Oil retreated on Thursday, as investors focused on disappointing economic data, but dollar weakness and renewed violence in Yemen helped limit losses.
Crude oil had gained sharply on Wednesday as traders initially focused on an unexpected drop in U.S. distillate stocks.
However the figures from the Energy Information Administration showed domestic crude stocks rising, countering expectations of a fall, which underlined the gloomy outlook for demand.
The net result was that there was a build in inventories, so I think the move was a bit overdone yesterday, Simon Wardell, oil analyst at Global Insight said.
By 1148 GMT Brent crude futures for July were down 55 cents to $114.37 per barrel.

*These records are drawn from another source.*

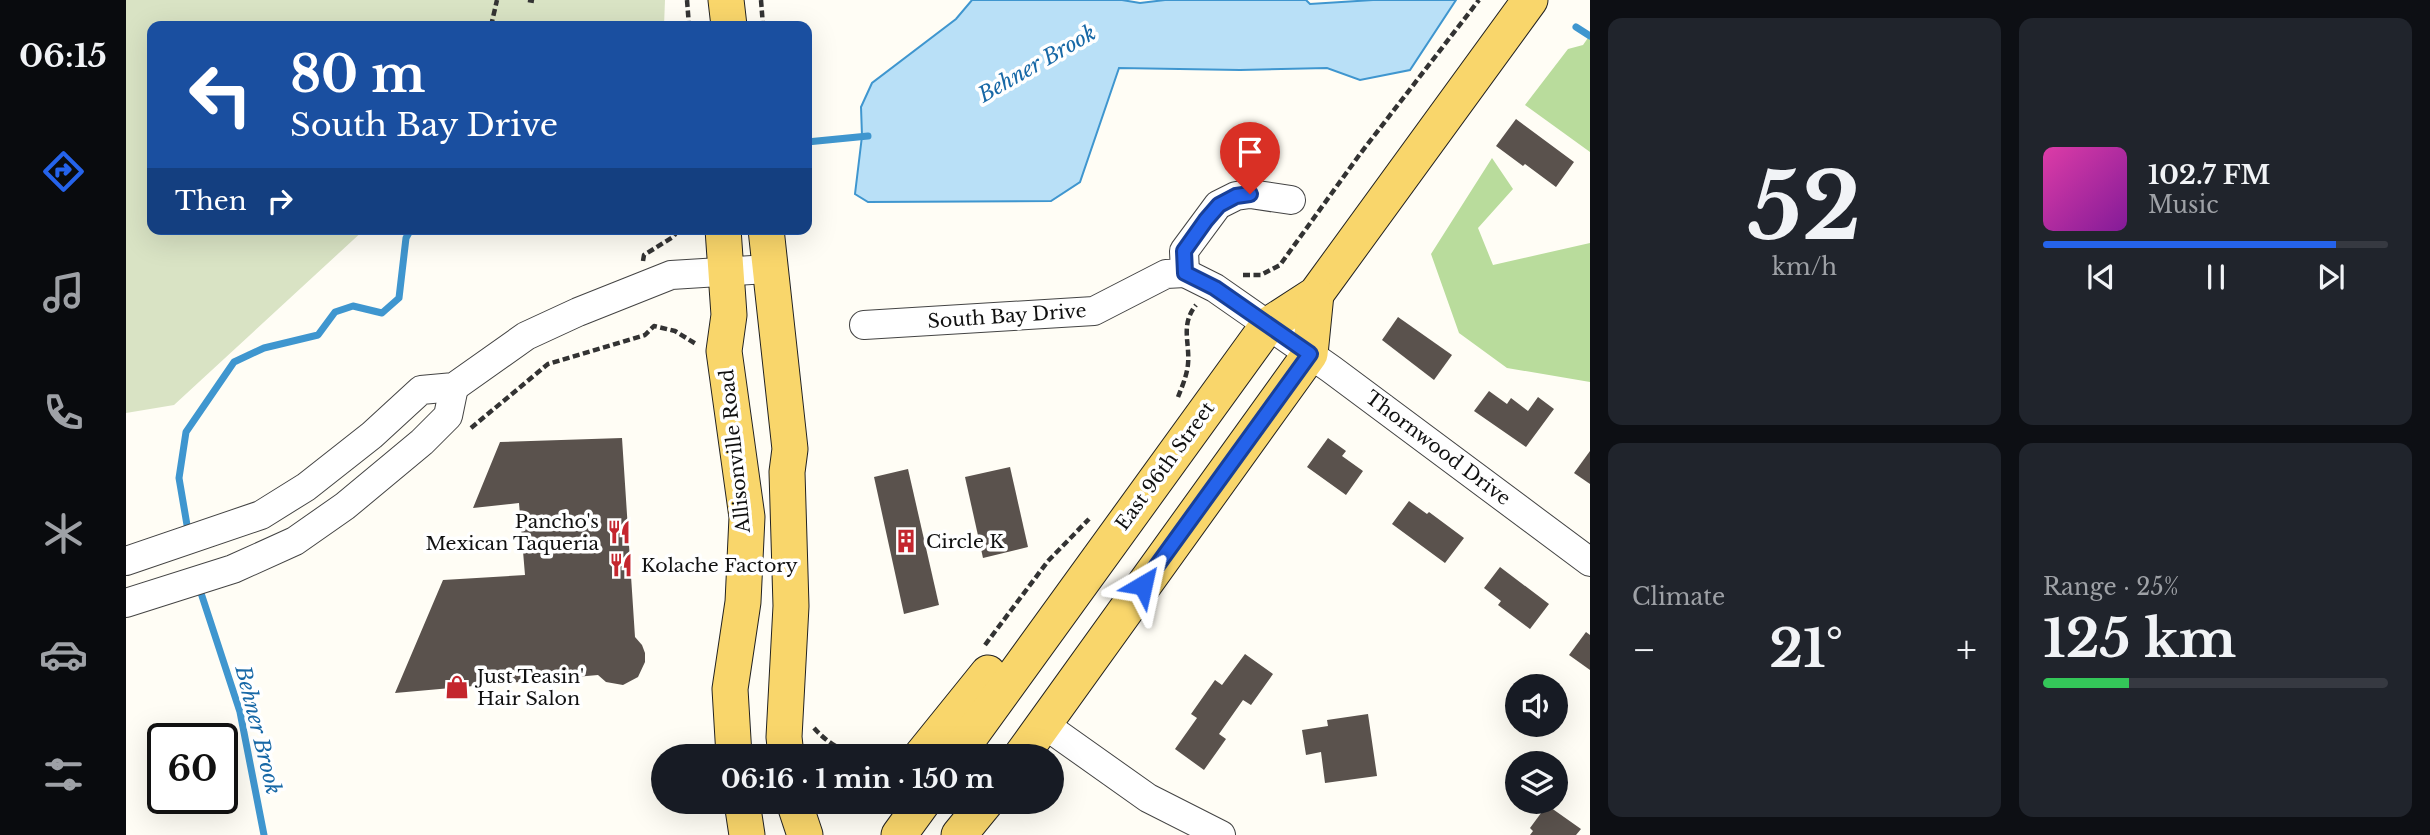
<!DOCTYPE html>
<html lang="en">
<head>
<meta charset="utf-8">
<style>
  :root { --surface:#171b24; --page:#20242c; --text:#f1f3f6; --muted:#9ea1a6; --line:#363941; --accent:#2563eb }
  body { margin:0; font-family:"Libre Baskerville",serif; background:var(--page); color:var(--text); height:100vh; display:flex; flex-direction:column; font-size:26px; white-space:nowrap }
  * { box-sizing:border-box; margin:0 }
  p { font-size:23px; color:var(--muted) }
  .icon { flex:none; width:38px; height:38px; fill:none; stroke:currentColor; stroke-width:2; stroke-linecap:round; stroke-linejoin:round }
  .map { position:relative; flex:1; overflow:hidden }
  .sheet { display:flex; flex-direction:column; gap:18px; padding:18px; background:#0d0f14; width:840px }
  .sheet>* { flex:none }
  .top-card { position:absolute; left:21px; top:21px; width:665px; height:214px; border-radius:14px; box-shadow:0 7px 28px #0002; background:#1a4fa0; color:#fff; overflow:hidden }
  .fabs { position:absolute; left:1379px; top:674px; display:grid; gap:14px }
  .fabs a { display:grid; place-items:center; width:63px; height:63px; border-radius:50%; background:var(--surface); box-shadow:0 7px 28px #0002; font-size:35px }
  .speed { position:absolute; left:21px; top:723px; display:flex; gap:14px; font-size:35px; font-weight:700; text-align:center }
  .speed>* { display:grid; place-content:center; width:91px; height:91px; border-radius:50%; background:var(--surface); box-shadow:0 7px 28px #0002; line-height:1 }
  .speed .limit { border:4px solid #111; border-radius:10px; background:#fff; color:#111 }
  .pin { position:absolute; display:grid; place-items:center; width:60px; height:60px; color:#fff; margin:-72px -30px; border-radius:50% 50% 50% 0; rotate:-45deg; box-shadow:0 0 7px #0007 }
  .pin .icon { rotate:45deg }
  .me { position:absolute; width:77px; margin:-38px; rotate:36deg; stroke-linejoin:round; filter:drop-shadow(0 0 5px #0008) }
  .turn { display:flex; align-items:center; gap:24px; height:147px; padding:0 28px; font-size:32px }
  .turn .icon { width:91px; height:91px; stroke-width:2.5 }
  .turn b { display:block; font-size:49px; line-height:60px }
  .then { display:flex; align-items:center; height:66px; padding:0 28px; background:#0003; gap:14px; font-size:26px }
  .big { font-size:52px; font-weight:800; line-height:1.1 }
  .sheet .tile { flex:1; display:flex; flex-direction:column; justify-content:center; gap:10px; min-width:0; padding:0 24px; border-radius:14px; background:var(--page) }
  .sheet .dial { align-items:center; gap:0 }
  .dial b { font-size:91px; line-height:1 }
  .song { display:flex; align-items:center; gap:21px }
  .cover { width:84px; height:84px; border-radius:10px; background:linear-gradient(135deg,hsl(320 70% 55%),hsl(290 70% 35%)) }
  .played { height:7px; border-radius:4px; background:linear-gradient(90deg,var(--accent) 85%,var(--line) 85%) }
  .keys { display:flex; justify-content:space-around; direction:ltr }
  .heat { display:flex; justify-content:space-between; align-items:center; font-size:38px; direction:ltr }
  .charge { height:10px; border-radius:5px; background:linear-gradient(90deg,#34c759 25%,var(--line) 0) }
  .sheet .tiles { flex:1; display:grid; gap:18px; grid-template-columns:repeat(2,1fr) }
  .trip { position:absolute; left:525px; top:744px; width:413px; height:70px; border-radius:35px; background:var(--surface); box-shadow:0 7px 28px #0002; font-weight:800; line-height:70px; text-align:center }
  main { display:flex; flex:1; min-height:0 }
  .menu { display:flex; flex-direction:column; width:126px; justify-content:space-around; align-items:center; background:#090b0e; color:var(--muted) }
  .menu .icon { width:49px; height:49px }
  .menu .selected { color:var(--accent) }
  .menu b { font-size:32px; color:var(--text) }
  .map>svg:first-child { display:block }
</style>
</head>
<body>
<main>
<nav class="menu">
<b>06:15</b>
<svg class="icon selected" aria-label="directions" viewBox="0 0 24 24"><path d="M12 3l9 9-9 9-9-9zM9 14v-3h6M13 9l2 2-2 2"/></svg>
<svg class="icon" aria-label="music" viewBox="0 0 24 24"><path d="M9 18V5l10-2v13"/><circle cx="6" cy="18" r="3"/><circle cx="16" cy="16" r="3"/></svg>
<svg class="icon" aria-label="phone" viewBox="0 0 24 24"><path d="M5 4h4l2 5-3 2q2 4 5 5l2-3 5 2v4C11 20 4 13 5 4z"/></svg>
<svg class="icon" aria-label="climate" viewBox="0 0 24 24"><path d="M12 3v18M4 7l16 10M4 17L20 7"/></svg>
<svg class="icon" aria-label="car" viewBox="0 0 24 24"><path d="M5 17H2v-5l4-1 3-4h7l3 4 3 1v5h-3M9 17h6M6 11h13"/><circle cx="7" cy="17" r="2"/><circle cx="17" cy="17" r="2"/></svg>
<svg class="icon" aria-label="filters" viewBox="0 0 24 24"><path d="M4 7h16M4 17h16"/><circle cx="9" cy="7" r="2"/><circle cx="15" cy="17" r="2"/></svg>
</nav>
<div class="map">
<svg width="1464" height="835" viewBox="0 0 1464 835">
  <rect width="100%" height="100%" fill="#fffdf5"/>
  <!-- forest -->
  <g fill="#b9dc9c">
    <path d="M1464,35V152L1399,105L1442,49L1457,45Z"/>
    <path d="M1366,158L1387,189L1352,228L1367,265L1464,243V382L1381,368L1333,333L1305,254Z"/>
  </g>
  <!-- cemetery -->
  <path fill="#d9e3c4" d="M0,0H539L538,26H26V229H239L48,405L0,413Z"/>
  <!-- water -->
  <path fill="#b9e0f7" stroke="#3f96cf" stroke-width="2" d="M846,0H996L1014,3L1039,0H1180L1184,4L1247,0H1330L1284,70L1234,80L1201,68L1114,70L993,68L954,182L925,201L742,202L729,194L736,136L735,107L746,83L830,19Z"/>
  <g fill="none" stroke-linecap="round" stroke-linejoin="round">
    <!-- stream -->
    <g stroke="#3f96cf" stroke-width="7">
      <path d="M1450,27L1464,36"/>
      <path d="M681,142L742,136"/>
      <path d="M61,525L53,478L60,432L108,362L138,348L192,335L209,312L227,306L256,313L273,298L280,238L285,229"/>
      <path d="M75,593L114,712L138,835"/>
    </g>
  </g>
  <!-- building -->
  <g fill="#5a524d">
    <path d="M1390,119L1448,162L1430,187L1399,164L1397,166L1370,146Z"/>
    <path d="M1272,317L1326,355L1308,380L1256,340Z"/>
    <path d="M1363,391L1381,404L1385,398L1402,411L1412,397L1428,409L1400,447L1348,411Z"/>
    <path d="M496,438L509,637L516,645L519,653V662L512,677L497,685L480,682L472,675L269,693L317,580L399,575L393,503L347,508L374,442Z"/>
    <path d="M1202,438L1220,451L1216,456L1237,471L1220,495L1181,467Z"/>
    <path d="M1464,451V484L1448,473Z"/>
    <path d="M884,467L902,547L857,558L839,477Z"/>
    <path d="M782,469L813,605L778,614L748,477Z"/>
    <path d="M1283,501L1301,514L1303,512L1338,538L1319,563L1266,524Z"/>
    <path d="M1374,567L1423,604L1404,629L1372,605L1375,601L1358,588Z"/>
    <path d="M1460,632L1464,635V670L1443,655Z"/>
    <path d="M1119,654L1147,674L1125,705L1117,700L1093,734L1100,739L1078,770L1049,749L1071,718L1065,714L1089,680L1096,685Z"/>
    <path d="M1242,714L1251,776L1199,783L1195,752L1180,755L1176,730L1202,726L1201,720Z"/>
    <path d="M1421,805L1455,829L1450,835H1404L1407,831L1404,828Z"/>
  </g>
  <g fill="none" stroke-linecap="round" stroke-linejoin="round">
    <!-- minor casing -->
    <g stroke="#444" stroke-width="30">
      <g id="minor">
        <path d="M1059,273L1089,288L1205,369L1464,562"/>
        <path d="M738,325L968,311L1040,274L1059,273L1058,251L1092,205L1110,196L1124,194L1165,200"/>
        <path d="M0,561L135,515L180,487L246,435L295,390L328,387L400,336L452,312L545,275L643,269"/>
        <path d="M0,603L107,569L169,541L219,506L296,442L322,416L328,387"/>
        <path d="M919,725L1022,798L1095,835"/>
      </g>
    </g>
    <!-- major casing -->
    <g stroke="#222" stroke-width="37">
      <g id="major">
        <path d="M600,0L603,26"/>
        <path d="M597,229L603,315L598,351L621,517L617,602L604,689L608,756"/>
        <path d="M640,229L664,449L661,472L665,606L658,737L660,756"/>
        <path d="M795,756L862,673"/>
        <path d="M830,756L1142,325L1190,294L1404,0"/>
        <path d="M895,756L1184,354L1190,294"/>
        <path d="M616,802L621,835"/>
        <path d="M668,802L679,835"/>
        <path d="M773,835L797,802"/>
        <path d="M833,835L860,802"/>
      </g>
    </g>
    <!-- path -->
    <g stroke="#333" stroke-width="4.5" stroke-dasharray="7 3.5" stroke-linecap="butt">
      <path d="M402,0L408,1"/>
      <path d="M561,0L563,26"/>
      <path d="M635,0L637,26"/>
      <path d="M365,26L371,0"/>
      <path d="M517,261L518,255L547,237L553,229"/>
      <path d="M1117,275H1135L1154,265L1234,154L1353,0"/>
      <path d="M1052,397C1056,387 1061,375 1062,364C1064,342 1054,325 1070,305"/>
      <path d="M345,428L422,364L519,335L528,326L549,331L570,344"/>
      <path d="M859,645L922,561L963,519"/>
      <path d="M688,728C709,752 737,761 767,750"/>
    </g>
    <!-- minor -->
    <use href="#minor" stroke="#fff" stroke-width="28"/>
    <!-- major -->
    <use href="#major" stroke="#f9d66b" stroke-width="35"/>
  </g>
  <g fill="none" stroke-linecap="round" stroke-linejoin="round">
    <!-- route casing -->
    <g stroke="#184099" stroke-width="18">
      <path id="route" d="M1017,585L1184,354L1089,288L1059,273L1058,251L1080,220L1093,205L1110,196L1124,194"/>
    </g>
    <!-- route -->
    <use href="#route" stroke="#2563eb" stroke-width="12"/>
  </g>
  <!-- icons -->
  <defs>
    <g id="restaurant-bare" transform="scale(1.89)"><path d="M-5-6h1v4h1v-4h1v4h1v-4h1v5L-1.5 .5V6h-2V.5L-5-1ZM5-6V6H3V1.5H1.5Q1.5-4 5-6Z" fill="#c4262e" stroke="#fff" stroke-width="2.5" paint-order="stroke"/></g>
    <g id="building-bare" transform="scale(1.89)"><path d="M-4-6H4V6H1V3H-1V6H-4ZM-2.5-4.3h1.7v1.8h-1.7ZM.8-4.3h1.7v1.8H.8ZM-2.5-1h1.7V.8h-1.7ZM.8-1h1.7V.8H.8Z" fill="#c4262e" stroke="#fff" stroke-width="2.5" paint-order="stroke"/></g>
    <g id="shop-bare" transform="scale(1.89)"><path d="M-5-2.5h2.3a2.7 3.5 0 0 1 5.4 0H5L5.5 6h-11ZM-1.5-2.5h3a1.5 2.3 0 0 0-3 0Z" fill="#c4262e" stroke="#fff" stroke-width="2.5" paint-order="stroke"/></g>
  </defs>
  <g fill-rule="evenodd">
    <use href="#restaurant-bare" x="493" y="532"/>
    <use href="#building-bare" x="780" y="541"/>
    <use href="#restaurant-bare" x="495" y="565"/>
    <use href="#shop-bare" x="331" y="687"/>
  </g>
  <g text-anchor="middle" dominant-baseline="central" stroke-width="7" stroke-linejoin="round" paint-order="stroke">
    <!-- street labels -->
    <g font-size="19" fill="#111" stroke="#fff">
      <text transform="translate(881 316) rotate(-4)">South Bay Drive</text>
      <text transform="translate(1312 448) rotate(37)">Thornwood Drive</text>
      <text transform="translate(609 451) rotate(-96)">Allisonville Road</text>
      <text transform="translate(1039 466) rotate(-54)">East 96th Street</text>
    </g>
    <!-- poi labels -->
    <g font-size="19" fill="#111" stroke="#fff" text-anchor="start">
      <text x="473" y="521" text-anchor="end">Pancho's<tspan x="473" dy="22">Mexican Taqueria</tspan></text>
      <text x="800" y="541">Circle K</text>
      <text x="515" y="565">Kolache Factory</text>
      <text x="351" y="676">Just Teasin'<tspan x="351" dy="22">Hair Salon</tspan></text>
    </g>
    <!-- water labels -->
    <g font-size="21" font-style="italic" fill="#1768a6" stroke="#fff">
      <text transform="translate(911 64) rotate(-30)">Behner Brook</text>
      <text transform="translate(132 730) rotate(76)">Behner Brook</text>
    </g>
  </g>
</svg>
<div class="fabs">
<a><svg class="icon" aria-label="sound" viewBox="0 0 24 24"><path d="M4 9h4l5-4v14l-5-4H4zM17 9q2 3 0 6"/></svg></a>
<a><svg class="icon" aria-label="layers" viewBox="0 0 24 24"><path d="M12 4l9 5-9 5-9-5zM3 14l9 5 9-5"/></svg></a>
</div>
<div class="speed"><div class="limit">60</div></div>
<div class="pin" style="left:1124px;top:194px;background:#d93025"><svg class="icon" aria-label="arrive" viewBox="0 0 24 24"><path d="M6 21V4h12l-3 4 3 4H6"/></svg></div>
<svg class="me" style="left:1017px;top:585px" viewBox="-20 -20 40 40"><path d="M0-17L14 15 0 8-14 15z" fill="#2563eb" stroke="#fff" stroke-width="4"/></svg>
<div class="trip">06:16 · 1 min · 150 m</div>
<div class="top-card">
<div class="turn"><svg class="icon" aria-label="left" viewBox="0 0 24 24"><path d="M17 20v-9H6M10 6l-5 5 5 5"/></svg><div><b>80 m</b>South Bay Drive</div></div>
<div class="then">Then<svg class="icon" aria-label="right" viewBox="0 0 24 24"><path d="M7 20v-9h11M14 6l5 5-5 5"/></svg></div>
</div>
</div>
<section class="sheet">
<div class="tiles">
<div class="tile dial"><b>52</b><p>km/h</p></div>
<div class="tile">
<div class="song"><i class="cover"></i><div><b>102.7 FM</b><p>Music</p></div></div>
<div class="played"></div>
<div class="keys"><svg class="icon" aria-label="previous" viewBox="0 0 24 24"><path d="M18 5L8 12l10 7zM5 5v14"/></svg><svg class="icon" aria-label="pause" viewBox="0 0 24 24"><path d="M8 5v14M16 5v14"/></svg><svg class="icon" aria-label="next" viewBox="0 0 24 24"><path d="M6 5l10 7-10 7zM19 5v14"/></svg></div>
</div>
<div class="tile"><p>Climate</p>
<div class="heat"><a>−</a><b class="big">21°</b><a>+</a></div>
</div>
<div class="tile"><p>Range · 25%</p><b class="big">125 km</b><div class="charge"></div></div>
</div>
</section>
</main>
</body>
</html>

U.S. crude dropped 59 cents at $100.72.
Both benchmarks rose around 2 percent on Wednesday to close at their highest since May 10.
Wardell noted that U.S. crude had been trading in a fairly tight range around $100 per barrel for around three weeks.
We're poised, balancing between risks about what will happen to the global economy on the demand side and risks to supply from events in the Middle East.
Investors looking for more evidence on whether the global economic recovery is on track, and how this could affect demand for commodities like oil, will watch U.S. GDP data at 1230 GMT.
The U.S. government is expected to report that the economy grew at a 2.1 percent annual rate in the first quarter, according to a Reuters survey, rather than the 1.8 percent pace it estimated last month.
Employment data will also be eyed.
Fears of spreading turmoil in the Middle East were rekindled by a brewing civil war in Yemen as dozens were killed in overnight gun battles.
Analysts said the tensions in the region have added a $10-$20 security premium to oil prices, as investors focus on risks to supply.
The dollar retreated against the euro and slipped against a basket of currencies <.DXY>, making commodities priced in the greenback more attractive to consumers using other currencies.
Analysts were divided over the longer-term direction of oil prices, as upward revisions of price forecasts by Wall Street banks Goldman Sachs and Morgan Stanley earlier this week deepened the divide between the bulls and the bears to levels unseen since oil prices peaked in 2008.